A Short Explanation of the Purpose and Benefit of Buffered IO
If you're not entirely clear on what the purpose and benefit of using buffered IO is, here is a short explanation.
Generally, it is considered an expensive operation to read from or write to an external source (in this case a socket). If there is 1KB of data to be read from the socket and you read it in chunks of, let's say, 100 bytes at a time, then you will be performing 11 read operations. For each such read operation there will be a context switch from user mode to kernel mode because the socket buffer is maintained by the kernel. What happens when you use buffered IO, through something like the BufferedReader class, is that the first time you read the first 100 bytes from the socket, the BufferedReader class actually retrieves the entire 1KB of data from the socket and stores it in it's own buffer so that subsequent read operations will not require accessing the socket buffer, or the context switch to kernel mode.
As long as the buffering mechanism (e.g. BufferedReader) is able to retrieve more data from the socket than the application is actually requesting at that moment, then there should be a performance benefit. Exactly how much of a benefit depends, of course, on how much overhead is avoided by not having to make additional system calls.
Now, let's proceed!
Investigation
My first assumption was the high memory usage was due to having 30,000 threads running. Except that at process startup we're pre-starting a pool of 30,000 threads in order to avoid the overhead of spawning them when the connections are received. After the server has started up, but before any connections start coming in, the memory usage with 30,000 threads is around 642MB.
Purely coincidentally, while profiling the server code to try to figure out what exactly was taking so much CPU time, I happened to notice that 82% of the runtime was being spent in BufferedReader.read(). I spent some time investigating that function and those which it calls but nothing obvious jumped out at me. Nevertheless, to try to improve the performance of the Java version I thought I'd try reading/writing directly to/from the socket, rather than going through the BufferedReader and BufferedWriter classes. Perhaps they are, internally, doing something unnecessary.

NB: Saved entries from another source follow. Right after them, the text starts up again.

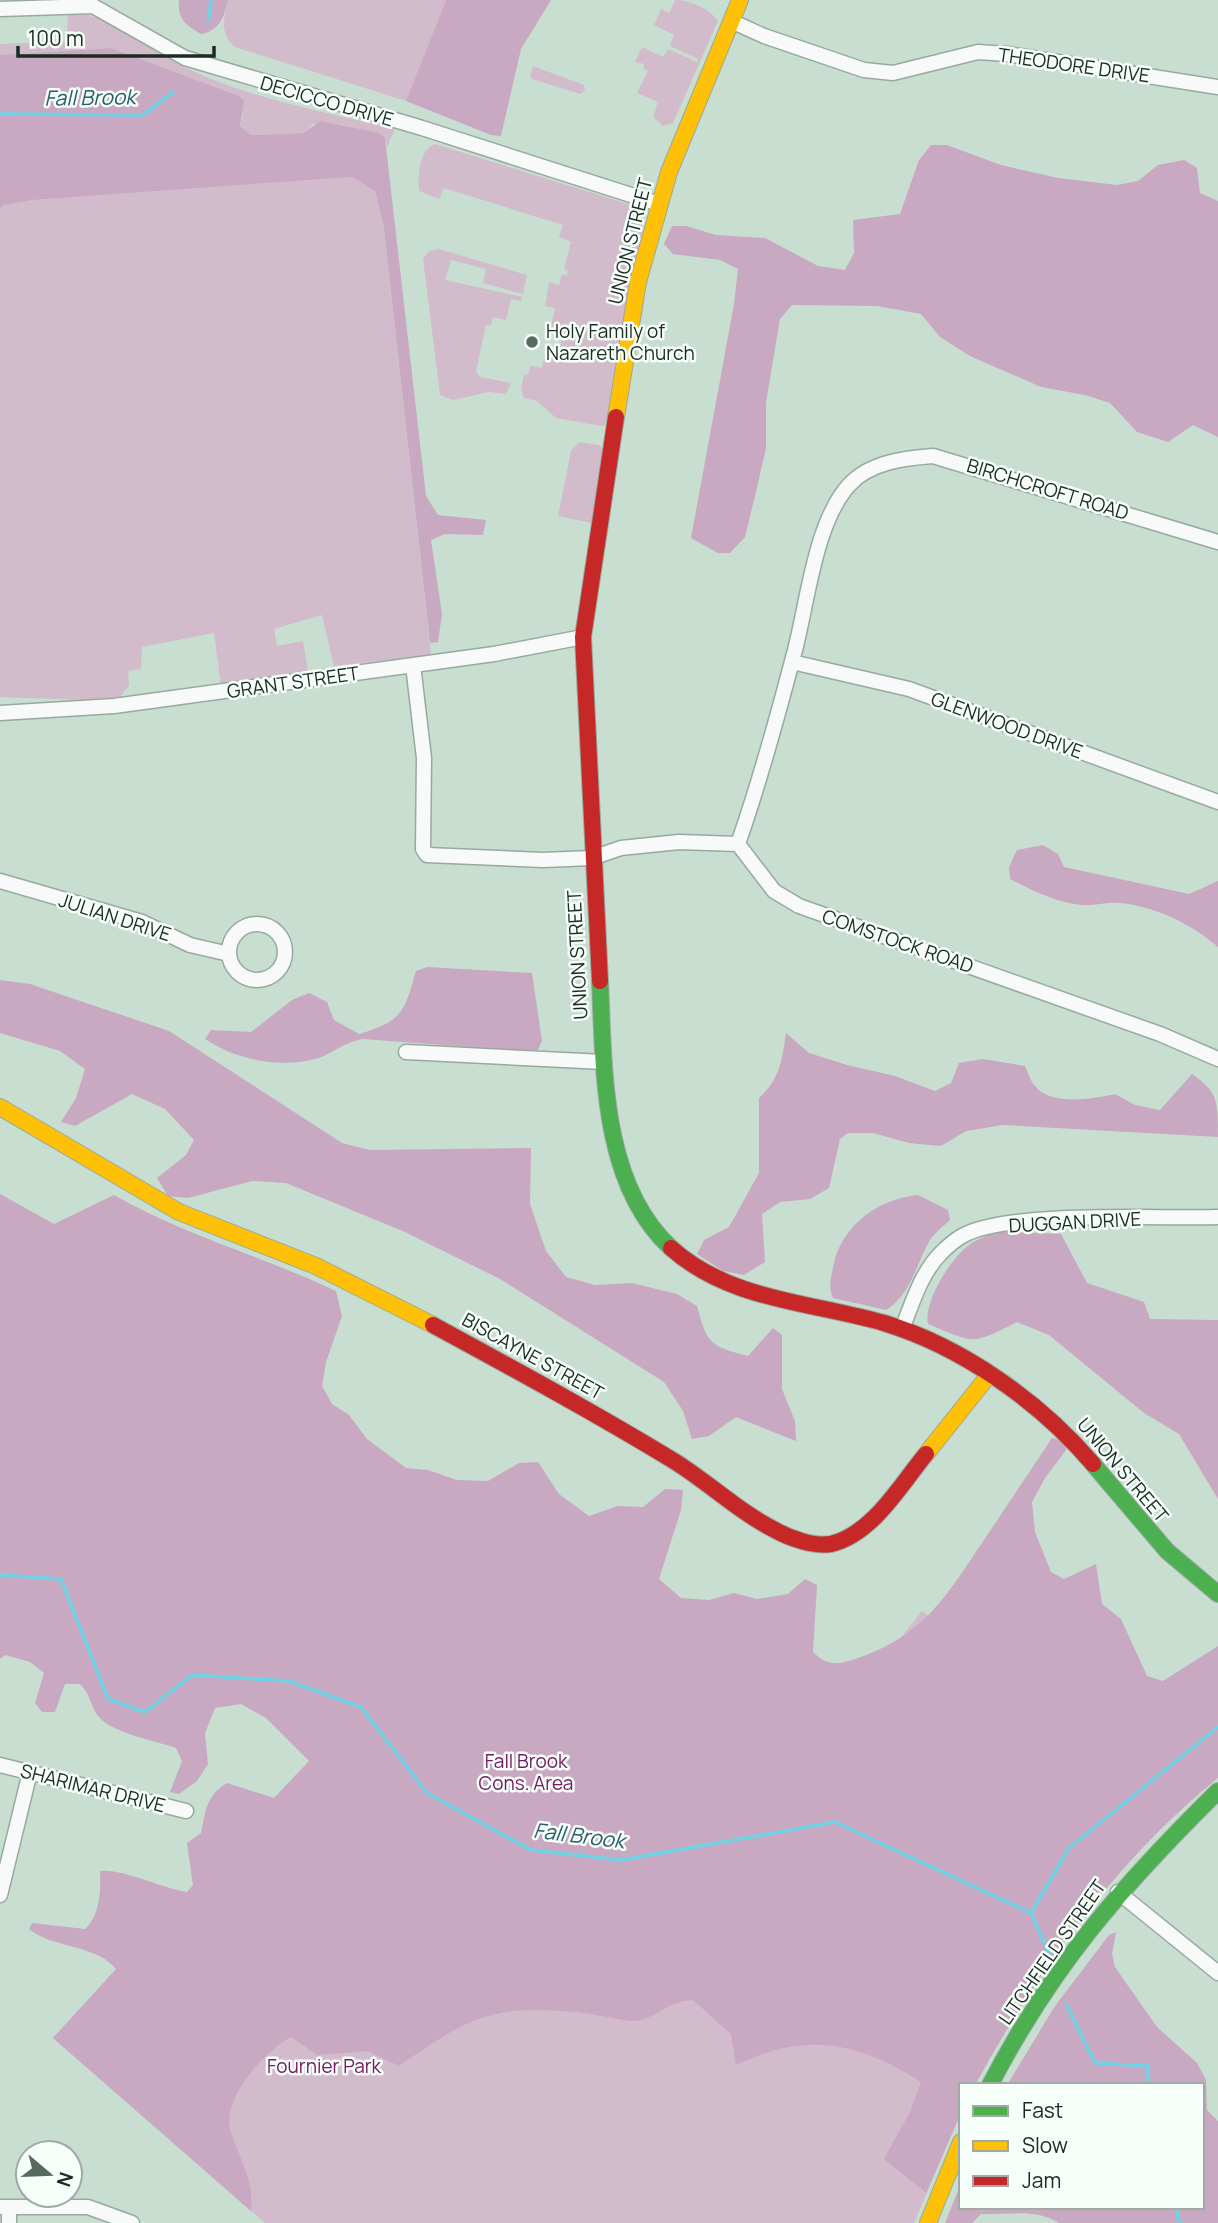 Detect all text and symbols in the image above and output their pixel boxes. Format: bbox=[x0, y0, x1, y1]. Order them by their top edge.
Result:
scale bar bbox=[18, 14, 214, 58]
text: 100 m bbox=[28, 24, 84, 52]
street label: THEODORE DRIVE bbox=[996, 41, 1152, 89]
street label: DECICCO DRIVE bbox=[257, 70, 397, 132]
water label: Fall Brook bbox=[44, 82, 138, 112]
street label: UNION STREET bbox=[602, 174, 658, 307]
place label: Holy Family of Nazareth Church bbox=[546, 318, 695, 366]
marker: Holy Family of Nazareth Church bbox=[524, 334, 540, 350]
street label: BIRCHCROFT ROAD bbox=[964, 452, 1132, 526]
street label: GRANT STREET bbox=[225, 660, 361, 704]
street label: GLENWOOD DRIVE bbox=[927, 685, 1087, 765]
street label: JULIAN DRIVE bbox=[56, 887, 174, 947]
street label: UNION STREET bbox=[561, 889, 593, 1020]
street label: COMSTOCK ROAD bbox=[819, 903, 977, 979]
street label: DUGGAN DRIVE bbox=[1008, 1206, 1142, 1238]
street label: BISCAYNE STREET bbox=[458, 1306, 609, 1406]
street label: UNION STREET bbox=[1071, 1412, 1175, 1528]
park label: Fall Brook Cons. Area bbox=[479, 1748, 573, 1796]
street label: SHARIMAR DRIVE bbox=[18, 1757, 168, 1819]
water label: Fall Brook bbox=[532, 1816, 629, 1855]
street label: LITCHFIELD STREET bbox=[992, 1874, 1112, 2030]
park label: Fournier Park bbox=[267, 2053, 382, 2079]
legend bbox=[959, 2083, 1204, 2209]
text: Fast bbox=[1022, 2096, 1063, 2124]
text: Slow bbox=[1022, 2131, 1068, 2159]
north arrow bbox=[14, 2139, 84, 2209]
text: Jam bbox=[1022, 2166, 1061, 2194]
text: N bbox=[51, 2169, 80, 2190]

Within the realcomp method HttpConnectionHandler.Run(), I replaced the use of BufferedReader and BufferedWriter with InputStream and OutputStream, respectively. Unfortunately, what I found was that the CPU usage, under the same test, went from a median of 53.8% to 63.0%. That struck me as extremely peculiar because InputStream and OutputStream work with binary data, whereas BufferedReader and BufferedWriter work with character data. That means that Input/OutputStream do not perform any decoding or transformation on the data being received/sent. That fact alone should have resulted in less overhead. But, what troubled me even more, is that the client is sending a single 512 byte message, which the server is then reading in a single call to the read()
method of the given "reader" class, specifying a length
argument of 512. In other words, we should not have actually been utilizing the buffering provided by BufferedReader/BufferedWriter. That is: if we call BufferedReader.read() with a length
argument of 512, and there is only 512, or fewer, bytes to be read from the socket then there is nothing more for BufferedReader to read from the socket and store in it's internal buffer.
At this point, I should remind you since BufferedReader/Writer work with character data, the actual buffer size, in bytes, will be at least twice the size you specify. That is because the char type, in Java, is at least 2 bytes.
In consideration of the foregoing, we should not have seen a performance difference between reading from the socket using buffered IO and using direct, unbuffered IO. In fact, it would seem, using non-buffered binary reads should have yielded better results than using buffered, character based reads. If nothing else, there are fewer internal (to the standard Java library) operations being performed.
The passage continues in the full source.